Víctor sabía cómo sonaba eso. Su calzado y toda su ropa estaban cubiertos de polvo del camino, sus ropas estaban sucias y ajadas, y si él mismo presentaba un aspecto la mitad de cansado que el de Javier, allí, en aquella carretera de segunda al sur de España (¡al sur de Andalucía!) y sin vehículo alguno, debían de parecer un par de locos.
O un par de mentirosos .
Lo que, ahora se daba cuenta, era aún peor.
– ¿Y qué andan por esta carretera? -preguntó el latino.
– Veníamos en un camión -explicó Javier-, pero nos quedamos sin gasolina. No es tan fácil conseguirla…

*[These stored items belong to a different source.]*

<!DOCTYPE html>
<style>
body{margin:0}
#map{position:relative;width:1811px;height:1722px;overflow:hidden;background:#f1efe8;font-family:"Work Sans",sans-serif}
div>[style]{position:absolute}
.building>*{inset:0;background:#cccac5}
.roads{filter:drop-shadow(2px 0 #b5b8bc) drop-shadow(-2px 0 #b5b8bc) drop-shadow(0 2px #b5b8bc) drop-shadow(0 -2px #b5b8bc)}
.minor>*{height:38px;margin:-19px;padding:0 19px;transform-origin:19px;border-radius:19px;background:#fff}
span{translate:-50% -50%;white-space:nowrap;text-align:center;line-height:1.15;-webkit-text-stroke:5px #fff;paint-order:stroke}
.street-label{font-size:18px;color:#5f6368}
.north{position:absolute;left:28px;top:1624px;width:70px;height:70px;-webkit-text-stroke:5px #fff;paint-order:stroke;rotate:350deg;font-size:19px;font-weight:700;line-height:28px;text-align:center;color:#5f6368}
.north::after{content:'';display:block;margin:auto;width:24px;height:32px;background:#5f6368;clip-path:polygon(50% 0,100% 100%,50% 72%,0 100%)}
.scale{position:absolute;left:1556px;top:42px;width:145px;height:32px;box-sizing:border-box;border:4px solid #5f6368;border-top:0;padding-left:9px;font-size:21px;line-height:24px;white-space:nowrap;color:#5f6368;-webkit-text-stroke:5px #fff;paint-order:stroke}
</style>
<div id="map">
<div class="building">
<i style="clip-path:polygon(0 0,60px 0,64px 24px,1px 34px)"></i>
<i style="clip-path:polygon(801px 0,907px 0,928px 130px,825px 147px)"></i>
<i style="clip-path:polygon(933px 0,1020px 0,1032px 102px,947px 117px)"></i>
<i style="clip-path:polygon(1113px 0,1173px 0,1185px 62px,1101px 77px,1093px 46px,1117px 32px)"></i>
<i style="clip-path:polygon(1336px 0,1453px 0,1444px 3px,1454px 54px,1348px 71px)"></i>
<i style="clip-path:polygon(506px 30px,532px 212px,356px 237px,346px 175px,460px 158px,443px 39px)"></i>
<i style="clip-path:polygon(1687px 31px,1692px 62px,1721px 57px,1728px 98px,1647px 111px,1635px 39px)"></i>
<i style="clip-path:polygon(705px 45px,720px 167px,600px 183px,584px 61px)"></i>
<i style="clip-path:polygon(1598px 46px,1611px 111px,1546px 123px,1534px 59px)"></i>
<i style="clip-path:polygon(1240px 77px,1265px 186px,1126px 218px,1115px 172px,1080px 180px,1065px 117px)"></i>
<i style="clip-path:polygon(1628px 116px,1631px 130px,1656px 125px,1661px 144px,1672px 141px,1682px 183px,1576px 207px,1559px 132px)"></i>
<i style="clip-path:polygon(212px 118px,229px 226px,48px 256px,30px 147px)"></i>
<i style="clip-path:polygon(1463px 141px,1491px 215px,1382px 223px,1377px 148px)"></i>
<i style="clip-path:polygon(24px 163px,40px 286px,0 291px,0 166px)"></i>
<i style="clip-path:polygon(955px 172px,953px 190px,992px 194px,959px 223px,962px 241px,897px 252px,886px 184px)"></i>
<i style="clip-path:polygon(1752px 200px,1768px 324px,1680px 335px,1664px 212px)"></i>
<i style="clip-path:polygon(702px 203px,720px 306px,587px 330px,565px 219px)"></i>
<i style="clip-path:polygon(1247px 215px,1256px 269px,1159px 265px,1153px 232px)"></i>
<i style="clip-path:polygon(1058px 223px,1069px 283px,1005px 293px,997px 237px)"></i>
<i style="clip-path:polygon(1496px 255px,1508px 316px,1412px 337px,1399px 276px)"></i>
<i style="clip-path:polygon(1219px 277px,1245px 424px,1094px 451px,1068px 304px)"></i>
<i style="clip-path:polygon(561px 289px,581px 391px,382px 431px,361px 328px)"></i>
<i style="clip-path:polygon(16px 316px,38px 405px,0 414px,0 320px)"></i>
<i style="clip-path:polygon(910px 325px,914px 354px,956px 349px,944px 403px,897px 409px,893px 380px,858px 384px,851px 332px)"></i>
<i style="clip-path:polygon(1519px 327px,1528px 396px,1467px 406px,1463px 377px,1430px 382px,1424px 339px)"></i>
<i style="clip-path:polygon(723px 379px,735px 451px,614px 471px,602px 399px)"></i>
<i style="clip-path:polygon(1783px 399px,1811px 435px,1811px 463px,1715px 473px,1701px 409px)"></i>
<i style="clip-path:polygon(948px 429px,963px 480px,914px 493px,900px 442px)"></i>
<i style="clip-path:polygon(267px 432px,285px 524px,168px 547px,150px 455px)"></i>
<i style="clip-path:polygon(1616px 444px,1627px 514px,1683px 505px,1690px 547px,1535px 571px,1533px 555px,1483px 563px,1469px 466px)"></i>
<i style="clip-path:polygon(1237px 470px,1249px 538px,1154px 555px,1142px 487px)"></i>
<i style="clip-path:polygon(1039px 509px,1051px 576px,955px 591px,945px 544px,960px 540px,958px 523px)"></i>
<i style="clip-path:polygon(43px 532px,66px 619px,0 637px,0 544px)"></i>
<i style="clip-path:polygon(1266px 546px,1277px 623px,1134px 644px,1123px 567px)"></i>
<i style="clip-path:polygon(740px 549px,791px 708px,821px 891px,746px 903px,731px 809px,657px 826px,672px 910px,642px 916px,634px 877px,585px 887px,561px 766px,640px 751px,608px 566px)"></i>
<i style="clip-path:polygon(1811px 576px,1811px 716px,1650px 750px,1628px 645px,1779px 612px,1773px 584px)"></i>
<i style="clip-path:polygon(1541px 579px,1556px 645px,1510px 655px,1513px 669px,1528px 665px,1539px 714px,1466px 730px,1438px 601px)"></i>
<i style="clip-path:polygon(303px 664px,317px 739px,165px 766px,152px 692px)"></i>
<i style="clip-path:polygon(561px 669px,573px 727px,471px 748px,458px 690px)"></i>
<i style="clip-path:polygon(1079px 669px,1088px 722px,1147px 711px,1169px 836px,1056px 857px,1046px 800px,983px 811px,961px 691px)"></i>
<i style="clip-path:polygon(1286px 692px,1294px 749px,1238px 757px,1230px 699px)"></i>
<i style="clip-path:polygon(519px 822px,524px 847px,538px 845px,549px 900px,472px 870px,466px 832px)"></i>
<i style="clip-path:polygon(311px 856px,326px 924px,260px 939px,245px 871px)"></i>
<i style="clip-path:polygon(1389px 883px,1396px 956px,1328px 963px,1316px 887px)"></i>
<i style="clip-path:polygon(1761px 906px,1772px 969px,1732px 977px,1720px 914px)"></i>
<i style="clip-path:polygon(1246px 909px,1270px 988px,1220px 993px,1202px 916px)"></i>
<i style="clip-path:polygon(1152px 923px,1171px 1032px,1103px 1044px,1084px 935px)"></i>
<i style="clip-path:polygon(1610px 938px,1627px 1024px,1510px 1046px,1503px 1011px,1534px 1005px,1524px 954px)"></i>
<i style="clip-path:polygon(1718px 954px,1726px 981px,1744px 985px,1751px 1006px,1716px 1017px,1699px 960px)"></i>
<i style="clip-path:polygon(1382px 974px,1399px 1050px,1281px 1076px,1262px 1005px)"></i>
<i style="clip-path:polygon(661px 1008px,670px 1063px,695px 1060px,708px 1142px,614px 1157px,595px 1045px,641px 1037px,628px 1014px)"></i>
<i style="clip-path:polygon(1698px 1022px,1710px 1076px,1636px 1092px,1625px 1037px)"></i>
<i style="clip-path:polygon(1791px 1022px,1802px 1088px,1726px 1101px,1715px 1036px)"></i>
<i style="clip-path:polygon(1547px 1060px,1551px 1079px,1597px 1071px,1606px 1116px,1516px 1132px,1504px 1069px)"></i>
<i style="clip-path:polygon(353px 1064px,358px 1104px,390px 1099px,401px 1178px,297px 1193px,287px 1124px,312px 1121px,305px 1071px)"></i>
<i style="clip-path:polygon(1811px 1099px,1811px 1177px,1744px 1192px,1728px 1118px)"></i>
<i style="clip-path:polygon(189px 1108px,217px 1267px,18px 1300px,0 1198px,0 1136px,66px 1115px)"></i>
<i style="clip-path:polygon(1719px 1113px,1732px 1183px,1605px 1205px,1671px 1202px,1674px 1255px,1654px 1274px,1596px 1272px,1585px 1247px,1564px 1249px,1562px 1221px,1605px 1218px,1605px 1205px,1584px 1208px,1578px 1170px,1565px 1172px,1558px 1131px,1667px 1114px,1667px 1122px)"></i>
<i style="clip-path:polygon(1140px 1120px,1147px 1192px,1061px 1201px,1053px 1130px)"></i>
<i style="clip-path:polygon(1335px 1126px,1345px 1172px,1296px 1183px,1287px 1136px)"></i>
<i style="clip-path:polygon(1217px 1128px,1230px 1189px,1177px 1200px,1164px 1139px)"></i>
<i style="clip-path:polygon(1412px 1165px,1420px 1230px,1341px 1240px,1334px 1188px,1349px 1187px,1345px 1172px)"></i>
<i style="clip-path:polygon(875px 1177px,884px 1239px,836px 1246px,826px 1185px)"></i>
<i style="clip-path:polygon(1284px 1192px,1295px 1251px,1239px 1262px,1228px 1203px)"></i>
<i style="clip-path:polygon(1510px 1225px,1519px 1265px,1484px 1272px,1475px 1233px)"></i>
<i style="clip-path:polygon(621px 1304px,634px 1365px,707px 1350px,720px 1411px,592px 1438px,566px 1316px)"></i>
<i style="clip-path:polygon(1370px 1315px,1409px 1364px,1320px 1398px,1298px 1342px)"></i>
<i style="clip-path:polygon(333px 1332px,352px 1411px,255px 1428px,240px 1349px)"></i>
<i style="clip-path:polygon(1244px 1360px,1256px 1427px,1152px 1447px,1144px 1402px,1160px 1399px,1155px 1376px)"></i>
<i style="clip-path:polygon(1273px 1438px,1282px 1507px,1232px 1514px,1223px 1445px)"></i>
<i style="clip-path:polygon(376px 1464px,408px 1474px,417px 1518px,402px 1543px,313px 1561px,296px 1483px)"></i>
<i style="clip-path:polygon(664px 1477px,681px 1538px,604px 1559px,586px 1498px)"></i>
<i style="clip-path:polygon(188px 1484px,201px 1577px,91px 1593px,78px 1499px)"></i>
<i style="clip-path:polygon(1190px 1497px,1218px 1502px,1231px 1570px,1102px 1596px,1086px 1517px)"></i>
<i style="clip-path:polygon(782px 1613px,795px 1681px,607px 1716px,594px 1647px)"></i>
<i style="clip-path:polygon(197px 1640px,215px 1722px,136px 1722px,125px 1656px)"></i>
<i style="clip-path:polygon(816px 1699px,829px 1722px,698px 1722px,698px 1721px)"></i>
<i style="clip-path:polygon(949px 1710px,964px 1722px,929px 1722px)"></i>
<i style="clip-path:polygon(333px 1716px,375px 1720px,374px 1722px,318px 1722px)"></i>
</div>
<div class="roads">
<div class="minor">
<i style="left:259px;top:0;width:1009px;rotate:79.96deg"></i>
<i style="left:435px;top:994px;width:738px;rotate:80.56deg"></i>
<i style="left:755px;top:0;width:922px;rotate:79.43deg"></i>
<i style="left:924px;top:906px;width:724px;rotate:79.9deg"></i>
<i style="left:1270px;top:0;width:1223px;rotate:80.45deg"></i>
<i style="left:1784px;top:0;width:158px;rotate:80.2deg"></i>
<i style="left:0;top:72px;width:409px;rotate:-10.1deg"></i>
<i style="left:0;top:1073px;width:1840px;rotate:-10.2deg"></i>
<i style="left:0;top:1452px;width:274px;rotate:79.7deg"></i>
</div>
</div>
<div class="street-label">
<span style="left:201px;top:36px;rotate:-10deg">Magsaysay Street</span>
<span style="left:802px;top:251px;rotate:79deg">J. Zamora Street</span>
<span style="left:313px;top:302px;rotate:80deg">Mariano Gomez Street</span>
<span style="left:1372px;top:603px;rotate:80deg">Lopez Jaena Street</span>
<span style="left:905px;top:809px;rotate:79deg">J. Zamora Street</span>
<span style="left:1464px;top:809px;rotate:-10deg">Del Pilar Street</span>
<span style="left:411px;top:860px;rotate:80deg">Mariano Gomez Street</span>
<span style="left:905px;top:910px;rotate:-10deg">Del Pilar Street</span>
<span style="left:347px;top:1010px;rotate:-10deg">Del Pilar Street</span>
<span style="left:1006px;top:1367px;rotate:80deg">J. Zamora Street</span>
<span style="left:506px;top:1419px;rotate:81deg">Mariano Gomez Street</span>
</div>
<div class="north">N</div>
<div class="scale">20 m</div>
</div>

El latino soltó una carcajada.
– Bueno… pa que no haya pepsi hay que ser previsor y nomás saber dónde buscar… -contestó-. Acá a unos amigos y a mí nos gusta andar todo el día de machaca, de un lado para otro, en coches con buen motorcito… ¿han visto mi carro? -Extendió el brazo con un gesto elegante, como quien presenta a una dama en una cena de gala-. ¡Un pinche Jeep que es un champy ! Ya me cholé tanto por él, que le decimos el Roña Muñinator …
– Roña… Muñinator … -repitió Javier, como si masticase cada una de las sílabas.
– Sí. El Roña … pos está siempre jalado de roña… y Muñinator porque ése es mi nombre, ¿saben? Me dicen Muñeco.
De todos los motes que había escuchado a lo largo de su vida, aquél era posiblemente al que menos sentido le encontraba. Mirando a aquel hombre corpulento, el tamaño de cuya espalda era dos o tres veces el de su cintura, pensaba más bien en cosas como Rompespinazos, Ariete o quizá Toro Bramador. Pero Roña era una palabra que arrastraba connotaciones desagradables. Sonaba como sarna . Sonaba como saña .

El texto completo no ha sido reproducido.